Rinsho Shinkeigaku. 1999 May;39(5):555-9. Unique Identifier : AIDSLINE
We here present a case of 44-year-old woman, a carrier of human
T-lymphotrophic virus type-1 (HTLV-1), who suffered from limbic
encephalitis and breast cancer. In December 1997, the patient's behavior
became abnormal. Three weeks later, she became markedly forgetful. At
that time neurological examinations revealed that she had anterograde
and retrograde amnesia, disorientation, and confabulation, although her
consciousness was clear. Anti-Hu and anti-Yo antibodies and antinuclear
antibodies in the serum were negative. Flow cytometric study of the
peripheral blood lymphocytes showed an increased percentage of CD3+CD25+
cells, although the percentages of CD4+CD45RA+ and CD4+CD45RO+ cells
were normal. Lymphocytic responses to phytohemagglutinin or concanavalin
A were normal. Anti-HTLV-1 antibody was positive both in the serum and
in the cerebrospinal fluid (CSF). The level of immunoglobulin G was high
and two oligoclonal immunoglobulin G bands were positive in the CSF.

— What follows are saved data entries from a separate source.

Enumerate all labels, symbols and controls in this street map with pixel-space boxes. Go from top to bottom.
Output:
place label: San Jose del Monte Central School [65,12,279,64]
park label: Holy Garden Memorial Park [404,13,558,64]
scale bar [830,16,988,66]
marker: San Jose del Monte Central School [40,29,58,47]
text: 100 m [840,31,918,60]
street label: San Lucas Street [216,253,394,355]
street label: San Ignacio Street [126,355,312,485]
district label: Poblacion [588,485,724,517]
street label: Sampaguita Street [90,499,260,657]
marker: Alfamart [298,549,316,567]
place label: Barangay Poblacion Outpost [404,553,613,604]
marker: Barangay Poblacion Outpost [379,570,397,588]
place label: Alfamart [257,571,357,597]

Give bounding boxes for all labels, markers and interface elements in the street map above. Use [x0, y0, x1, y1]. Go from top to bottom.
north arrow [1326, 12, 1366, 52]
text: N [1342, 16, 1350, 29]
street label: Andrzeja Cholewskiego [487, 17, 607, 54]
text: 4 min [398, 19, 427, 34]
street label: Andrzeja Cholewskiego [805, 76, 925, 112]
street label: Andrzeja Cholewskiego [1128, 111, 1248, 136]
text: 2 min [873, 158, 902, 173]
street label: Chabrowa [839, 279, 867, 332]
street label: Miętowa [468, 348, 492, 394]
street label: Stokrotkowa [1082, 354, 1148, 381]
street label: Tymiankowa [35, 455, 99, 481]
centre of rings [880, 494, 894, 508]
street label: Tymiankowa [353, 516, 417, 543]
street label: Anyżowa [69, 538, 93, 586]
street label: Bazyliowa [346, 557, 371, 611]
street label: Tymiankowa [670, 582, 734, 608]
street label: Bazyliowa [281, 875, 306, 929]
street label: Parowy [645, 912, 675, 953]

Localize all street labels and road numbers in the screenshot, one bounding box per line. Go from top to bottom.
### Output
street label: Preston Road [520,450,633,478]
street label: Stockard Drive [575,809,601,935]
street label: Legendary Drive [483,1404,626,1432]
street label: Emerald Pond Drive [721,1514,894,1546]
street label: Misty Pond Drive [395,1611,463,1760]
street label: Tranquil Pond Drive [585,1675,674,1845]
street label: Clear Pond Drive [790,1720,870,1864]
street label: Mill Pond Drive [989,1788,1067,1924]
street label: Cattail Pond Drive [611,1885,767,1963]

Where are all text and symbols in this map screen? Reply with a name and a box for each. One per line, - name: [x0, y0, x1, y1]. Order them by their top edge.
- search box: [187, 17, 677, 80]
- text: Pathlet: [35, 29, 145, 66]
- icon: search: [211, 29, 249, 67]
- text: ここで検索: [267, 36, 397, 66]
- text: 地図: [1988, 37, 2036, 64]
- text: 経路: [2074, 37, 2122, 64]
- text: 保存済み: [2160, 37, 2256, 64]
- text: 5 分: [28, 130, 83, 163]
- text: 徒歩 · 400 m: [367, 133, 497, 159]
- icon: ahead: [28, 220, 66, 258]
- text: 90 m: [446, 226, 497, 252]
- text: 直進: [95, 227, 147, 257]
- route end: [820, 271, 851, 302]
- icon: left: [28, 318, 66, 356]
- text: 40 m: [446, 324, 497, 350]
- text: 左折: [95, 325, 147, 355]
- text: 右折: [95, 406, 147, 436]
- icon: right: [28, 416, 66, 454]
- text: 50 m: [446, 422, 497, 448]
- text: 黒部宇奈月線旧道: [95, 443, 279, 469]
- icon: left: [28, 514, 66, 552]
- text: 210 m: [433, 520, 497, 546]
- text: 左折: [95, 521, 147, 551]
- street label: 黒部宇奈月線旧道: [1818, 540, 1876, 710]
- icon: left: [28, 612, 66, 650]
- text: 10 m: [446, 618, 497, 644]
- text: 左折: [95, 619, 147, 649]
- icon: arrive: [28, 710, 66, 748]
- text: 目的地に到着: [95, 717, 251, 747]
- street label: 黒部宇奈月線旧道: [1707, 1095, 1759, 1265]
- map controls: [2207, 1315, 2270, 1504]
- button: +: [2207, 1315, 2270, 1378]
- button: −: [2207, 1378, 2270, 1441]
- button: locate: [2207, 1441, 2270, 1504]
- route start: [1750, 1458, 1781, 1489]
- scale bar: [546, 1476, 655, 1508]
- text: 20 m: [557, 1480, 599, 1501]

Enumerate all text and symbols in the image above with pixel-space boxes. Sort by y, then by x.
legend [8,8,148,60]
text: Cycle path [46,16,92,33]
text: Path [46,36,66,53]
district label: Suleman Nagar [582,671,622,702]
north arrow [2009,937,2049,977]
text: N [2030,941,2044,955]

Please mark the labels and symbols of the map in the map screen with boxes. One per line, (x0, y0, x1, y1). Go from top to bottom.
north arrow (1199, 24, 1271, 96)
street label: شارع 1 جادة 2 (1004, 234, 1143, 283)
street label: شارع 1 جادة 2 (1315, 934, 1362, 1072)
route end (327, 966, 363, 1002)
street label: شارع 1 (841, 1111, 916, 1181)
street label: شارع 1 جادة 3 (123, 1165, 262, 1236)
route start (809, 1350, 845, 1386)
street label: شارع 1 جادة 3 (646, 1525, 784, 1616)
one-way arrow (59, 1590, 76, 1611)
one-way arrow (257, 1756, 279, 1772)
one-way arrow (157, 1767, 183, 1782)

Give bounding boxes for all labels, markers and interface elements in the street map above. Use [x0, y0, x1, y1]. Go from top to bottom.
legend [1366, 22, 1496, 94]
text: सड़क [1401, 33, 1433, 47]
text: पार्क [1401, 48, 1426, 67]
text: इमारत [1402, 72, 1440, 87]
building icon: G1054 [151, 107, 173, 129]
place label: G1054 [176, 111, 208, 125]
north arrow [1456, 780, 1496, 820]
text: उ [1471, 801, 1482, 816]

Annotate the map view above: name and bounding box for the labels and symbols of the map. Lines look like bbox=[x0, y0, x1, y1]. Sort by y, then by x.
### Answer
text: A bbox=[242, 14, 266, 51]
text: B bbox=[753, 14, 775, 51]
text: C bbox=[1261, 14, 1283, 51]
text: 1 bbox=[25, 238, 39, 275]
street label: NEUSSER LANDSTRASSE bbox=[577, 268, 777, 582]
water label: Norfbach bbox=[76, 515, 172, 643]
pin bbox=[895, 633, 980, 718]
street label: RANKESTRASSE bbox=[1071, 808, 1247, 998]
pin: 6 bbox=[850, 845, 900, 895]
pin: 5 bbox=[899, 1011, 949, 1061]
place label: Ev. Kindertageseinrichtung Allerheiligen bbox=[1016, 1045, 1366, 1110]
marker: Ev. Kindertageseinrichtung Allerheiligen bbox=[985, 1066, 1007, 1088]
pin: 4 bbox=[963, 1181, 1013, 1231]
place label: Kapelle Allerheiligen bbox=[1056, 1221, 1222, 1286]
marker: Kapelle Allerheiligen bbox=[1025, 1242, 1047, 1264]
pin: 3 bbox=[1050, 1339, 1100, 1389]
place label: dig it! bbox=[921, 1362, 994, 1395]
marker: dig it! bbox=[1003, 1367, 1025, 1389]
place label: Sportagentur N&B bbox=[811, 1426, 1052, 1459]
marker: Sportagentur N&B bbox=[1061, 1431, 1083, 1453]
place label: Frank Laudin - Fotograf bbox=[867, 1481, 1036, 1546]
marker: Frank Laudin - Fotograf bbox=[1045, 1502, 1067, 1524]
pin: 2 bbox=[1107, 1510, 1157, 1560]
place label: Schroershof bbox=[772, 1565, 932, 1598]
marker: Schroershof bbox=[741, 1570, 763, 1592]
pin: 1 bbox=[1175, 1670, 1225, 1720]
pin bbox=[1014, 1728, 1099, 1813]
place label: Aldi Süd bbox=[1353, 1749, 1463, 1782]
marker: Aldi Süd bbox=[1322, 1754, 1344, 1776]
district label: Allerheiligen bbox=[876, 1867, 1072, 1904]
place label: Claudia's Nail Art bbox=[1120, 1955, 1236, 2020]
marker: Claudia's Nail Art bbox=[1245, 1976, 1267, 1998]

Cytological study of the CSF showed no atypical cells. Findings for
herpes simplex virus type I and II DNAs were negative with polymerase
chain reaction in the CSF. There was no elevation of antibody titers
against viruses including herpes simplex virus, cytomegalovirus, and
measles virus, either in the serum or the CSF. Magnetic resonance
imaging showed signal abnormalities in the medial portions of both
temporal lobes, in particular, in the bilateral hippocampus. Six weeks
after the onset, a cancerous tumor in her right breast was detected and
removed by open surgery. The pathological diagnosis was invasive ductal
carcinoma with neuroendocrine features. After mastectomy, anterograde
and retrograde amnesia and disorientation mildly improved. The follow-up
magnetic resonance imaging showed that signal abnormalities in the
medial portions of both temporal lobes decreased and that the bilateral
hippocampus became atrophic. We diagnosed the present case as
paraneoplastic limbic encephalitis. There has been only one case report
of limbic encephalitis associated with breast cancer.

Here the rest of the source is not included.